* **Work request**:
Write out the entries below exactly, starting at the first line and stopping after the line that contains "position:relative; width:2435px; height:1037px;"; skip all pictures.

* **Supplied records**:

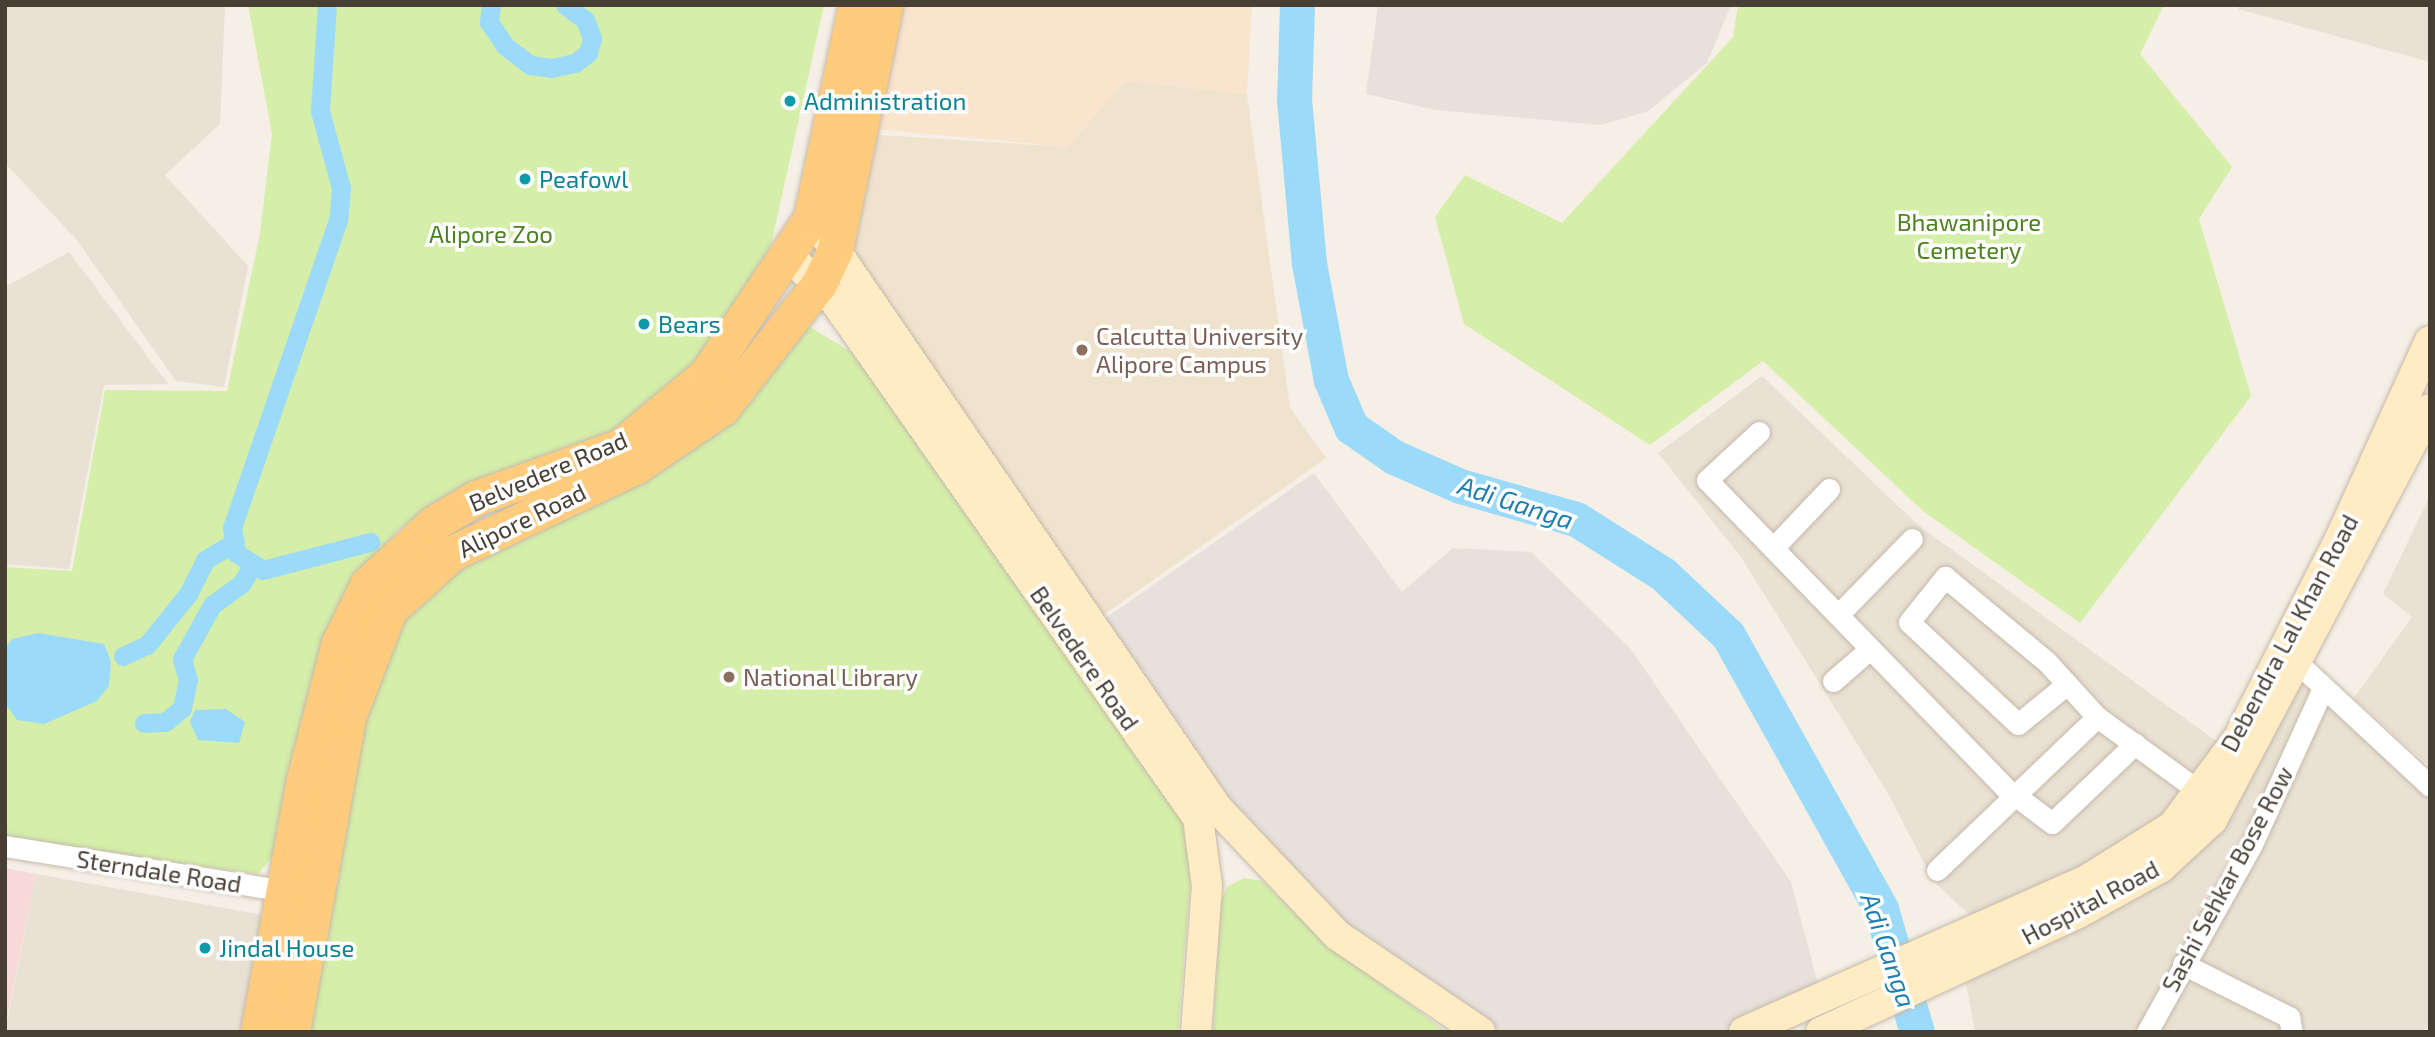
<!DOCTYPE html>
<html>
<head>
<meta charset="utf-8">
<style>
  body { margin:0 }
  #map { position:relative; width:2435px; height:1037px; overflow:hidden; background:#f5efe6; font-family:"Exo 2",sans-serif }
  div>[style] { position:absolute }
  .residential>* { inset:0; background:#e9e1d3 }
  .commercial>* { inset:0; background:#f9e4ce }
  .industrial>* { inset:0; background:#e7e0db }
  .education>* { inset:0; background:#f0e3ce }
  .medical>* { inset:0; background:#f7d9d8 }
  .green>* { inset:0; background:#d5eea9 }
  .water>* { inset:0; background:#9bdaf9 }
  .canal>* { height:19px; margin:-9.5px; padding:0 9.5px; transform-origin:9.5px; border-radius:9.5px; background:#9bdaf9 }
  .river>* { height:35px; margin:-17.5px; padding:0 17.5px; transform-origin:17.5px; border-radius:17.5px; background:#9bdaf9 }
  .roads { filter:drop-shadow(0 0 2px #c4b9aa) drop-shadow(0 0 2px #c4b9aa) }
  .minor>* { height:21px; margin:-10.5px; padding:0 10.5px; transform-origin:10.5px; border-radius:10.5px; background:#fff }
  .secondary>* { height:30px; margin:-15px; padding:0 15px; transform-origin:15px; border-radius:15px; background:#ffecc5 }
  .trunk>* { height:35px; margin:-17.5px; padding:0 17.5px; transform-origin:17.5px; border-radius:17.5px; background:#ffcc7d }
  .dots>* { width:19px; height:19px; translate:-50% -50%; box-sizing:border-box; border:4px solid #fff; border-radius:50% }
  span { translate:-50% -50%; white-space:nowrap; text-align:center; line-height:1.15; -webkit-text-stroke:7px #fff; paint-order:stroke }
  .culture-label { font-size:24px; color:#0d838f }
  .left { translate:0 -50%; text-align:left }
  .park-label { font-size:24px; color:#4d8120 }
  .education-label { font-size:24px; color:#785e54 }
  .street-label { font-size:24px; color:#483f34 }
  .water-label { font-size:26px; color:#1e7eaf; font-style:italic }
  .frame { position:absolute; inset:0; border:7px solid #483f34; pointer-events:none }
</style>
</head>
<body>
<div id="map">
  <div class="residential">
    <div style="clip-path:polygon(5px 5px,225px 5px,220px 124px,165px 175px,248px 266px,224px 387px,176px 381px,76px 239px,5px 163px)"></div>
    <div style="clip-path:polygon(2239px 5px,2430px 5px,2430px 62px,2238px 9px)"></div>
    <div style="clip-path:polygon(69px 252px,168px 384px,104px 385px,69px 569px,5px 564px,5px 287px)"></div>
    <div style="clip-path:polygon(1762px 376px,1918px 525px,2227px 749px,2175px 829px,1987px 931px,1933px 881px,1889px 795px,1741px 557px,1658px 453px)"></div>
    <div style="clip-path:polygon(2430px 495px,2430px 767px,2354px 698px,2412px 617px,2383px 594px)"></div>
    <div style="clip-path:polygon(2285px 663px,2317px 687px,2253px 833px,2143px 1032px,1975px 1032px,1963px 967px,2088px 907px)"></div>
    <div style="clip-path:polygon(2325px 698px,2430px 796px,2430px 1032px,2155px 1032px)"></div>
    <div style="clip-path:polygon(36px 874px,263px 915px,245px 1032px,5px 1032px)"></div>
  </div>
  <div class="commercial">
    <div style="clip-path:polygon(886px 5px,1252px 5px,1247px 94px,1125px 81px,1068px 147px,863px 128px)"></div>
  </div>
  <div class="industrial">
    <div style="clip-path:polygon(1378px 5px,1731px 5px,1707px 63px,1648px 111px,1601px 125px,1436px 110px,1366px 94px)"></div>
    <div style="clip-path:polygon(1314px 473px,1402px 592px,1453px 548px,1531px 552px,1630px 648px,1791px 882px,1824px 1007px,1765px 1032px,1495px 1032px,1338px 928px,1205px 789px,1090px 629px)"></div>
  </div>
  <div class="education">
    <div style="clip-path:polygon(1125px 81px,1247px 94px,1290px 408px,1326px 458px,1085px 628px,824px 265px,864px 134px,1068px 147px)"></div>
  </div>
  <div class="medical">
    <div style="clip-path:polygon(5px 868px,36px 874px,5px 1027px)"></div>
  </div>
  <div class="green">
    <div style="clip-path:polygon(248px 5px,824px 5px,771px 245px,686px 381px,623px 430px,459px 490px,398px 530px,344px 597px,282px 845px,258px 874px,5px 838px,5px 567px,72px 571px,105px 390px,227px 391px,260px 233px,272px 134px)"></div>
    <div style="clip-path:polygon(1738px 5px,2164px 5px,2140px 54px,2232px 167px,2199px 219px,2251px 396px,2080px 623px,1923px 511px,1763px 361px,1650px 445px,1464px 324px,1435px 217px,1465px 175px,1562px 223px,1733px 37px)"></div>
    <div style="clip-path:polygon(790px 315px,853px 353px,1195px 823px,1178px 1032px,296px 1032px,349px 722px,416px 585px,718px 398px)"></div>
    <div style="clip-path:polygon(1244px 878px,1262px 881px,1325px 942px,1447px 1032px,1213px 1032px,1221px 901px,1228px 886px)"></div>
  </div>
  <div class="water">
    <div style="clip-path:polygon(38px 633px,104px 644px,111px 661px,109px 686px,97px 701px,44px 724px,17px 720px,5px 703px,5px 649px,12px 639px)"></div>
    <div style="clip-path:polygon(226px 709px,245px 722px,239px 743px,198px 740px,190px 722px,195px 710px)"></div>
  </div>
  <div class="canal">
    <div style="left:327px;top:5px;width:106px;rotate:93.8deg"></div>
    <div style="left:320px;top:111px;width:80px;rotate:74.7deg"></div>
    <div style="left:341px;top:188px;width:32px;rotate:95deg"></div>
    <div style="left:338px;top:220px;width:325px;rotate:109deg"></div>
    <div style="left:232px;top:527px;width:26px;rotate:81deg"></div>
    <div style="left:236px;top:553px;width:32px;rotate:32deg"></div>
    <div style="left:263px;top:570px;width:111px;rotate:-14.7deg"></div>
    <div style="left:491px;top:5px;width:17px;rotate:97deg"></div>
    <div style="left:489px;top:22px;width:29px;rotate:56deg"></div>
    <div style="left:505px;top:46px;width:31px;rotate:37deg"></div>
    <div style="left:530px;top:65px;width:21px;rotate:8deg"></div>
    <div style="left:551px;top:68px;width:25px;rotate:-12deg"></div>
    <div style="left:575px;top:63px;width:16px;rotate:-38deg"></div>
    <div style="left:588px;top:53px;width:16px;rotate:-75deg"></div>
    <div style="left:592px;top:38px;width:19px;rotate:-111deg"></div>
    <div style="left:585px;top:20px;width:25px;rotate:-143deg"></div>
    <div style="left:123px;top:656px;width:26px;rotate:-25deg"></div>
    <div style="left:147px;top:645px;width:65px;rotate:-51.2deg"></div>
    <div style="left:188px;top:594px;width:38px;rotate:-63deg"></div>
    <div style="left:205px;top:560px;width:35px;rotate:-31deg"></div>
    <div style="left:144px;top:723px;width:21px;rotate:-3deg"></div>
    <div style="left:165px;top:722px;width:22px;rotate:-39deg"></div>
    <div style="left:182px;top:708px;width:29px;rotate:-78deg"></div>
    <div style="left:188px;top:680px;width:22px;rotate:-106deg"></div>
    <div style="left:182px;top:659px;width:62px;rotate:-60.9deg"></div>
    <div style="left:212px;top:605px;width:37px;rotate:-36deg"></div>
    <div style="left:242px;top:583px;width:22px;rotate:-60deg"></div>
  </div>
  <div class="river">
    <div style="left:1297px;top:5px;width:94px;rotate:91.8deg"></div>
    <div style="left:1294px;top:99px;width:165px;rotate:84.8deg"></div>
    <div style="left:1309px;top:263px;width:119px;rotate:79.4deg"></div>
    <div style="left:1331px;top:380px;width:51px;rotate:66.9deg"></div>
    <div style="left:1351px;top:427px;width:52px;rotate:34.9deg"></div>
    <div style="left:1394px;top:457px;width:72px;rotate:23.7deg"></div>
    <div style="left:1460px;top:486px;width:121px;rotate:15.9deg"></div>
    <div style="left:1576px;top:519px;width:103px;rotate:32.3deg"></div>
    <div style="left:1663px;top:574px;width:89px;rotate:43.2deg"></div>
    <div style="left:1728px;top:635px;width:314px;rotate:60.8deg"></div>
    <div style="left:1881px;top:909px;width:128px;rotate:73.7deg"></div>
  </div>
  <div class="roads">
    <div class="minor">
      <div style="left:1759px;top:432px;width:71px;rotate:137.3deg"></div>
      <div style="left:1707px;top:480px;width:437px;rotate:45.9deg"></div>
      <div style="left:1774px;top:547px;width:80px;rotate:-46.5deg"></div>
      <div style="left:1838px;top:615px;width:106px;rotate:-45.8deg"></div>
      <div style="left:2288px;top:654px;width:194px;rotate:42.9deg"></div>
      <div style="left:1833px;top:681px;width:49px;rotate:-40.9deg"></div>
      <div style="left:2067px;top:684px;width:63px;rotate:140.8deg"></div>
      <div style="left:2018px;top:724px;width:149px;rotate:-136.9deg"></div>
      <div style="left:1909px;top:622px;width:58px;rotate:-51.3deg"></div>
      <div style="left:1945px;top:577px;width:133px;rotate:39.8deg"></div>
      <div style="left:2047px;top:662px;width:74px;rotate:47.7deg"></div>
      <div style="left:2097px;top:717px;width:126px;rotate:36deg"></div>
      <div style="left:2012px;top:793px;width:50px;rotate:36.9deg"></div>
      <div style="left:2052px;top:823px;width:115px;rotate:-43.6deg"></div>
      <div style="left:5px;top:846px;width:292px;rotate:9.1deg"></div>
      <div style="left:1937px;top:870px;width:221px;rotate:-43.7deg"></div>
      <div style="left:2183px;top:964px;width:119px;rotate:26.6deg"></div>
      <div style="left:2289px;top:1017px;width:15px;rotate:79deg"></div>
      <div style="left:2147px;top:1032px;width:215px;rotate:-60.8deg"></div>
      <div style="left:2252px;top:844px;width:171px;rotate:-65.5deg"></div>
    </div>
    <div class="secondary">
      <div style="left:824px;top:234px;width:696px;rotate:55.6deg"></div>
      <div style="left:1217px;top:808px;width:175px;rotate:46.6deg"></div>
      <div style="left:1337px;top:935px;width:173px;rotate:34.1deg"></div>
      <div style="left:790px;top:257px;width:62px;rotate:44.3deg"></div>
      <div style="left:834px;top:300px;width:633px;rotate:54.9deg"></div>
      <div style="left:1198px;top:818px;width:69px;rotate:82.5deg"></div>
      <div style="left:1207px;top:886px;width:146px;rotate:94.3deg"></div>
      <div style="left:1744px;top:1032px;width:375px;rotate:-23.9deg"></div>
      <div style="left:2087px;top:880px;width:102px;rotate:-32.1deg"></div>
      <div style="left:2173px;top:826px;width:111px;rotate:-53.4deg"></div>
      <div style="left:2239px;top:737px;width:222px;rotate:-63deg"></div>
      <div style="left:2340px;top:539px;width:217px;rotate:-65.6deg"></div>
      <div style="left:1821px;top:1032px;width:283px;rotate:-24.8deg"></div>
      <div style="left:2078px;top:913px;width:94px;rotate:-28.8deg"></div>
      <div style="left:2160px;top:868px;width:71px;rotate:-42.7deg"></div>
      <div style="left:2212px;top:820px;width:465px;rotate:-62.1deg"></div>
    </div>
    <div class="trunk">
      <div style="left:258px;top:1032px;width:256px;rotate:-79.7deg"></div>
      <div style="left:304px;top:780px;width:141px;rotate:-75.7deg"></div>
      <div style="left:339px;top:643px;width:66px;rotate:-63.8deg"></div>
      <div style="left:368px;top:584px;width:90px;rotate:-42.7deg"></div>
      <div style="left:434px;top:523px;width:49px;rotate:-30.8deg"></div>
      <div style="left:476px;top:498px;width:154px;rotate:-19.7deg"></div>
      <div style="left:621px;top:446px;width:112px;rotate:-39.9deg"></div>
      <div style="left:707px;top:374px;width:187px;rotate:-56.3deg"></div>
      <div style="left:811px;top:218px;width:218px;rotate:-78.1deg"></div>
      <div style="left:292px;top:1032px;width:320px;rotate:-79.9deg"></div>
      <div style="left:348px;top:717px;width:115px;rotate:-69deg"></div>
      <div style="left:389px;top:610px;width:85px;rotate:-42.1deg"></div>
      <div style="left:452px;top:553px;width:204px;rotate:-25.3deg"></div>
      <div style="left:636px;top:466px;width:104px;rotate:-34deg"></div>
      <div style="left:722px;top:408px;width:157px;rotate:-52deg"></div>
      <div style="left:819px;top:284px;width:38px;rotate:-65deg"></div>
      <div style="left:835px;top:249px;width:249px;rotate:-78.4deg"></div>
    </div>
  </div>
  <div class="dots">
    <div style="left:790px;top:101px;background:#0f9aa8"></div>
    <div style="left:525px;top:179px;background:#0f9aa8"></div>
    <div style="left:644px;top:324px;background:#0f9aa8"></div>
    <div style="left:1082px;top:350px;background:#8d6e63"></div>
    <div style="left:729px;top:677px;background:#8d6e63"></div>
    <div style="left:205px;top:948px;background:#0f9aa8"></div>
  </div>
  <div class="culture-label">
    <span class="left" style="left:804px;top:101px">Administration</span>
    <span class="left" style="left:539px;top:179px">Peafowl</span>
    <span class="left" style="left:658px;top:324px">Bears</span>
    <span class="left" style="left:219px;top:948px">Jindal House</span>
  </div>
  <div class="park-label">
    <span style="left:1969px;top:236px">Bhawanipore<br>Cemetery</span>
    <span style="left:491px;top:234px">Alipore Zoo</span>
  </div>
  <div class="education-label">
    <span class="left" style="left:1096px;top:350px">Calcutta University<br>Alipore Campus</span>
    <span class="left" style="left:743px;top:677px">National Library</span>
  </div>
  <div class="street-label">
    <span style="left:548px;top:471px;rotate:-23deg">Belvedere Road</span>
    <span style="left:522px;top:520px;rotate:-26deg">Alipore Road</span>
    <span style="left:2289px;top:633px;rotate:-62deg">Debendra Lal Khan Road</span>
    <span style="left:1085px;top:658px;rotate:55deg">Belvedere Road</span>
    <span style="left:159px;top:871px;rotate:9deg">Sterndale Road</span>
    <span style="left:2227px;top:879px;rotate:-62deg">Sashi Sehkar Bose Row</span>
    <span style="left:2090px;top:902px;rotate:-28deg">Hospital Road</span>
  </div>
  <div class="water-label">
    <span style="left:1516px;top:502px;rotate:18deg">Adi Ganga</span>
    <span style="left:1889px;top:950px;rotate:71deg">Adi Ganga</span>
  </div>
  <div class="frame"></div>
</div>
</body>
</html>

* **Written answer**:
<!DOCTYPE html>
<html>
<head>
<meta charset="utf-8">
<style>
  body { margin:0 }
  #map { position:relative; width:2435px; height:1037px; overflow:hidden; background:#f5efe6; font-family:"Exo 2",sans-serif }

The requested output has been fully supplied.